DEFINITIONS [00033] As used herein, the term “spatial transcriptomics” refers to molecular profiling method that allows measurement of all the gene activity (i.e. transcription) in a tissue and allows mapping of the location of the activity. Spatial transcriptomics comprises methods assigning cell types (identified by the mRNA readouts) to their locations in the histological sections. Methods commonly used in spatial transcriptomics includes fluorescent in situ hybridisation (FISH), in situ sequencing, in situ capture, and in silico construction.

[00034] As used herein, the term “hybridisation” refers to the formation of hybrid nucleic acid molecules with complementary nucleotide sequences. Hybridisation commonly happens between DNA and/or RNAs, in forms such as DNA:DNA, DNA:RNA, or RNA:RNA. Hybridisation process may happen naturally in vivo, for example, during DNA replication and transcription of DNA into RNA, or in vitro, such as during nucleic acid sequencing or a polymerase chain reaction (PCR).

[00035] As used herein, the term “in situ hybridisation” or “ISH” refers to an established, highly sensitive molecular biology technique that can be used to detect the presence or location of nucleic acids in preserved cells or tissue samples. This method is based on the complementary binding of a nucleotide probe to a specific target sequence of DNA or RNA. This technique can be further divided into two types based on the visualisation methods, i.e., fluorescence in situ hybridisation (FISH) or chromogenic in situ hybridisation (CISH).

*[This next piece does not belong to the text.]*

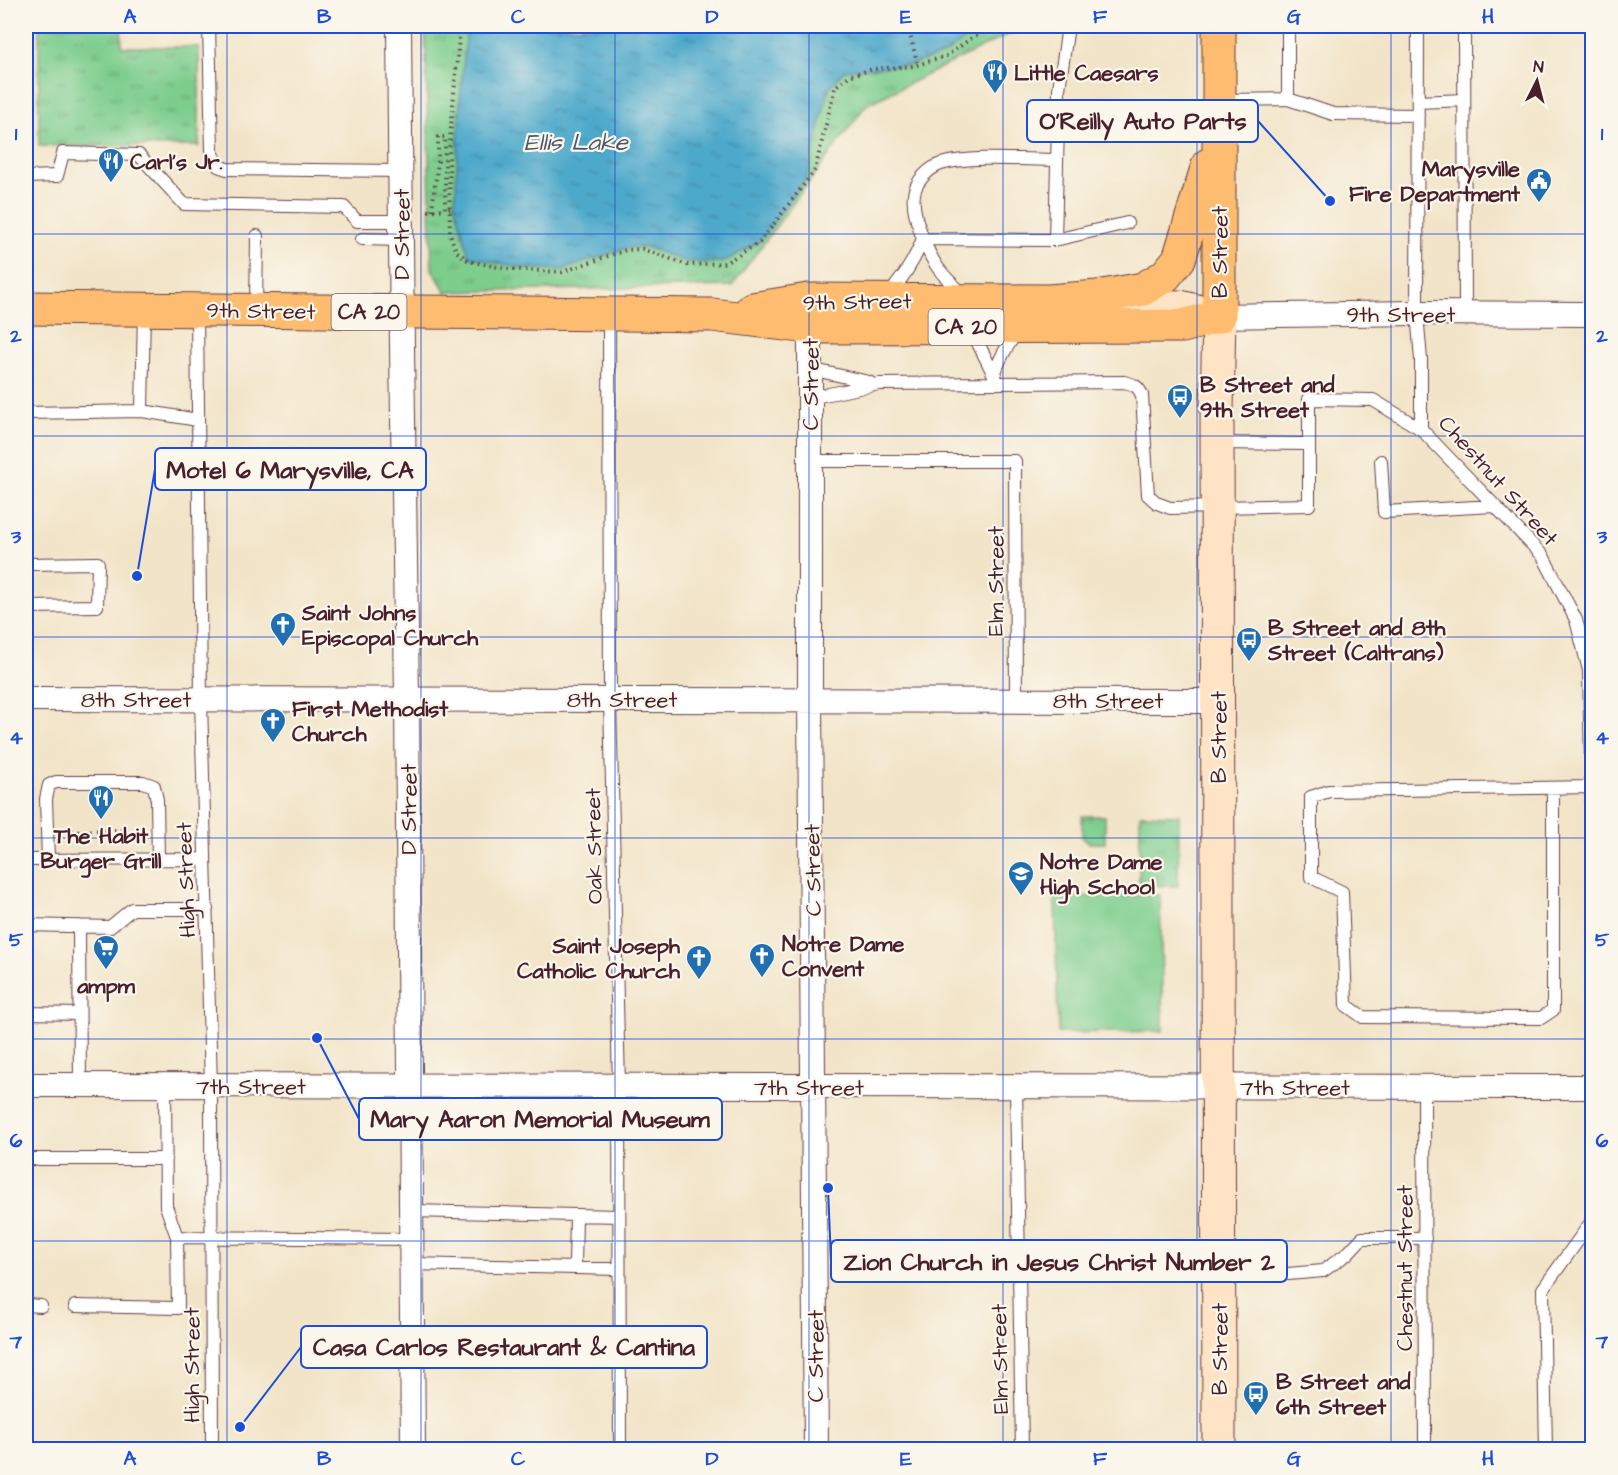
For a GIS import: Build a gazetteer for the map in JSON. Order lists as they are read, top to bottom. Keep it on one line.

[00036] As used herein, the term “fluorescence in situ hybridisation” or “FISH” refers to an in situ hybridisation visualized by a fluorescence signal. A typical fluorescence in situ hybridisation experiment requires a fluorescent copy of a probe sequence or a modified probe sequence that can be fluorescently tagged later. The probe sequence is designed such that it would be able to complementary bind to the specific target sequence. During hybridisation, the probe and the target chains are separated into single strands, for example, via heat or chemical to break the existing hydrogen bonds. The separated strands from the probe and the target are then allowed to reanneal via the complementary regions, forming new hydrogen bonds. After hybridisation, the probe may be visualized, for example, using a fluorescent microscope. There are other variations of fluorescence in situ hybridisation such as multiplex-FISH, spectral karyotyping, cross-species colour banding, and comparative genomic hybridisation which allows multi-colour imaging of the fluorescent signals. Single-molecule FISH (smFISH), also known as smRNA FISH or RNA FISH, can be used for imaging and quantifying of individual RNA molecules. Multiplexed error-robust FISH (MERFISH) is capable of simultaneously measuring the copy number and spatial distribution of large number of RNA species in single cells.

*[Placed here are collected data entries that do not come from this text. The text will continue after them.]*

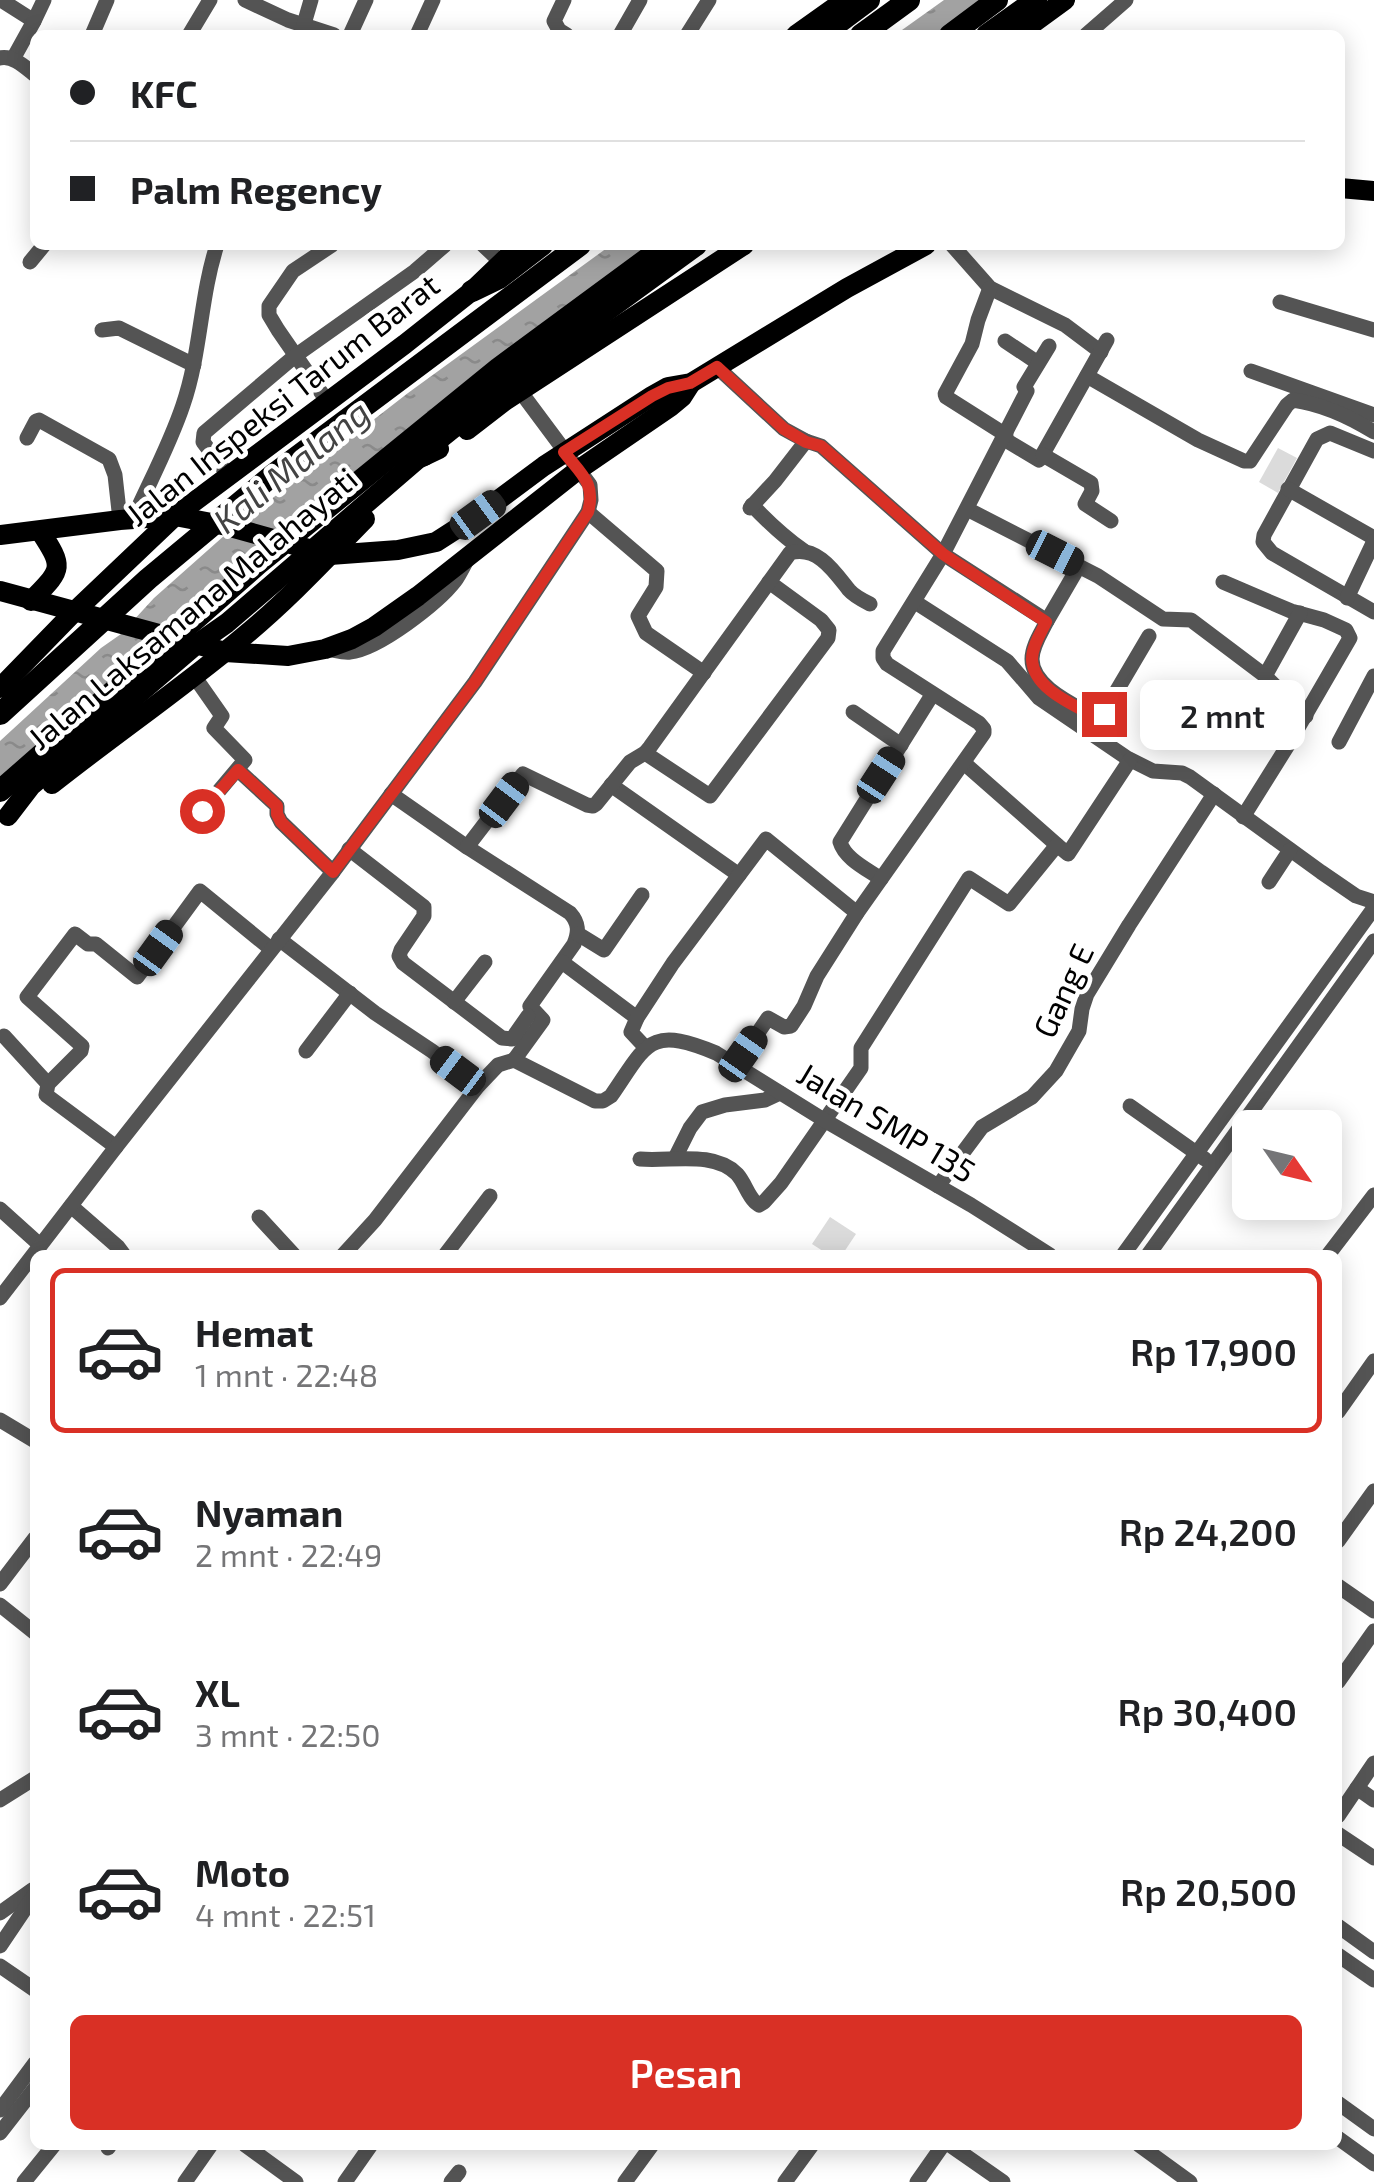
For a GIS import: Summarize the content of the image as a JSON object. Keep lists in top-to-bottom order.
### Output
{
  "streets": {
    "main road": ["Jalan Inspeksi Tarum Barat", "Jalan Laksamana Malahayati"],
    "street": ["Gang E", "Jalan SMP 135"]
  },
  "crossings": [
    ["Gang E", "Jalan SMP 135"]
  ],
  "water": ["Kali Malang"],
  "north": "bottom right",
  "page": {
    "banner": ["KFC", "Palm Regency"],
    "bubble": "2 mnt",
    "list": [
      {
        "name": "Hemat",
        "note": "1 mnt · 22:48",
        "value": "Rp 17,900"
      },
      {
        "name": "Nyaman",
        "note": "2 mnt · 22:49",
        "value": "Rp 24,200"
      },
      {
        "name": "XL",
        "note": "3 mnt · 22:50",
        "value": "Rp 30,400"
      },
      {
        "name": "Moto",
        "note": "4 mnt · 22:51",
        "value": "Rp 20,500"
      }
    ],
    "buttons": "Pesan"
  }
}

[00037] As used herein, the term “co-expression” or “co-expressed” are used to described genes that are expressed within the same cell, which implies that the genes are also expressed in very close spatial proximity within a tissue. [00038] As used herein, the term "co-regulation" or “co-regulated” are used to describe genes that show coordinated changes in the gene expression level, i.e. covarying genes.

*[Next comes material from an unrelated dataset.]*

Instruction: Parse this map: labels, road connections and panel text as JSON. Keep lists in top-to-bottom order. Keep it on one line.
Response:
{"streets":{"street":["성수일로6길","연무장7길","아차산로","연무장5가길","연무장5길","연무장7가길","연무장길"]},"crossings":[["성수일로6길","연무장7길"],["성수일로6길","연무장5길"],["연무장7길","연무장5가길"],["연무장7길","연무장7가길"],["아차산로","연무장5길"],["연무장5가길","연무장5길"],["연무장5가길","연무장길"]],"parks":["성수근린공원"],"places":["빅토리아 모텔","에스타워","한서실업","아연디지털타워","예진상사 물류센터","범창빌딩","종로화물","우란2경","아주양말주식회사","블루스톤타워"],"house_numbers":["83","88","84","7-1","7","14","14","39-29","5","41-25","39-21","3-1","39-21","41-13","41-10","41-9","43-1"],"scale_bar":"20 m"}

[00039] As used herein, the term “coordinated change”, “concordant change”, or “covarying” refers to consistency in changes to the gene expression level between two or more genes in the direction of change (increase or decrease) and timing. The term coordinated change refers to a positive correlation between the expression levels of the genes in a cell. For example, two or more genes may increase in expression level simultaneously, or decrease in expression level simultaneously. The magnitude of change can be coordinated as well. Correlation analysis is one way of identifying genes that are co- regulated or co-expressed. The default measure of correlation is the Pearson’s correlation coefficient. The method of calculating such a correlation coefficient is well-established in the art. Besides Pearson’s correlation coefficient, other possible methods of calculating the correlation coefficient include mutual information, Spearman's rank correlation coefficient, and Euclidean distance calculations. As used herein, the term “gene expression level” refers to the copy number of RNAs in a cell, or the level of transcription of RNAs from genes in a cell. The expression level of a gene within a cell is a combined result of both its synthesis and degradation. In the context of the present invention, “co-regulated” genes typically show coordinated changes in expression levels. This is because for eukaryotic transcription or RNA synthesis, co-regulated genes are likely to be co-transcribed, which may share common regulatory elements or mechanisms, such as transcription factors, enhancers, and repressors. For degradation, RNA copy number may be co-regulated by post-transcriptional mechanisms, such as miRNA.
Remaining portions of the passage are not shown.